El caos de miles de mujeres y niños y niñas llegando sin ningún control a nuestro país y al resto de Europa.  Mafias aprovechándose de las miserias humanas (una vez más), aumento del consumo de porno con búsquedas tales como “porno con ucranianas” y un largo etcétera…

Personas que en su buenismo acrecentado por las opiniones de tertulianas del “prime time” han acogido a personas en sus casas y después de unas semanas se han dado cuenta de que huir de una guerra no es renunciar a una misma, a su forma de entender la vida, la familia. Se han dado cuenta de que no son esos pobres acogidos por la iglesia católica en la edad media y que debían agradecer a Dios la bendición de haber sido tocados por una mano cristiana, siendo más bien animales sometidos y carentes de derecho u opinión.

Hemos gestionado millones de toneladas de alimentos con destino la frontera polaca, donde miles de productos se amontonan sin ningún criterio esperando ser adquiridos por las personas que pasan por allí, provocando ventas en el mercado negro.

Hemos obviado a las entidades que llevan años gestionando situaciones de guerra porque hemos preferido enviar una caja de galletas que trajera una etiqueta con nuestro nombre.

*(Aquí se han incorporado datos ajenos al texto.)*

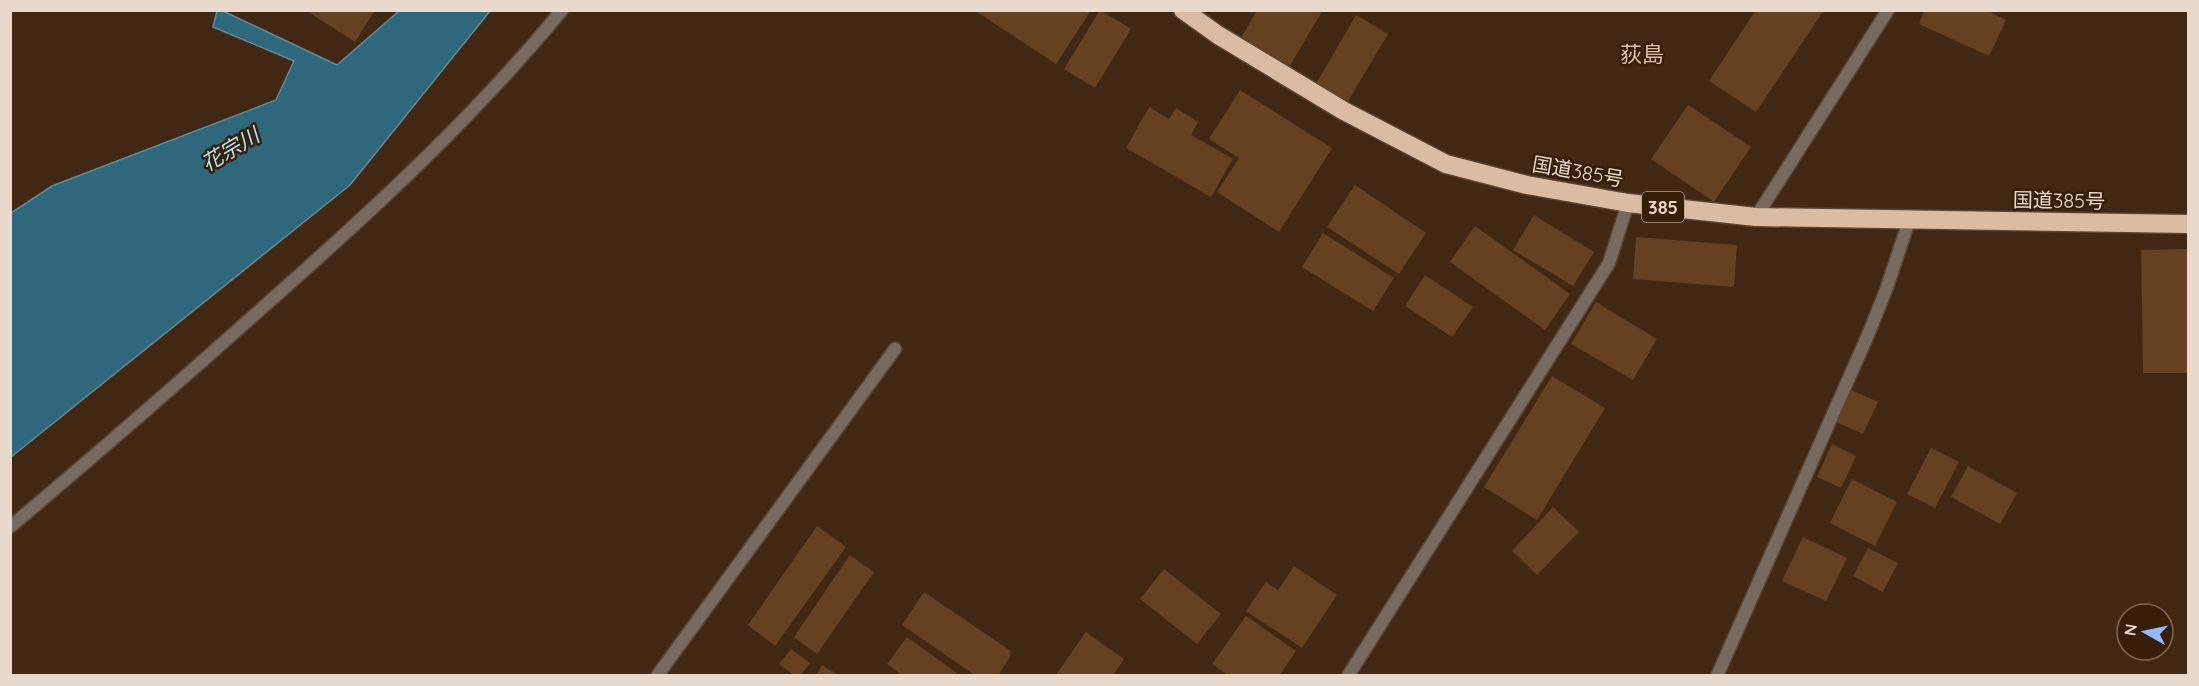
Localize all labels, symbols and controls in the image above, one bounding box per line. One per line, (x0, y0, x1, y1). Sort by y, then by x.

Y en todo este caos, estamos nosotras, una vez más, gestionando el malhacer del Estado, las miserias del capitalismo, acogiendo a las víctimas de una y tantas guerras.

Lo seguimos haciendo sin recursos, sin respuestas y en muchos casos sin la suficiente fuerza de la voz.Deberíamos pararnos a reflexionar en qué posición nos encontramos en estas guerras, cuál debe ser la voz de la profesión y cuál ha de ser la denuncia continua de quienes, una vez más, formamos parte (inevitablemente, parece ser) de la estructura que a su vez sostiene el equilibrio.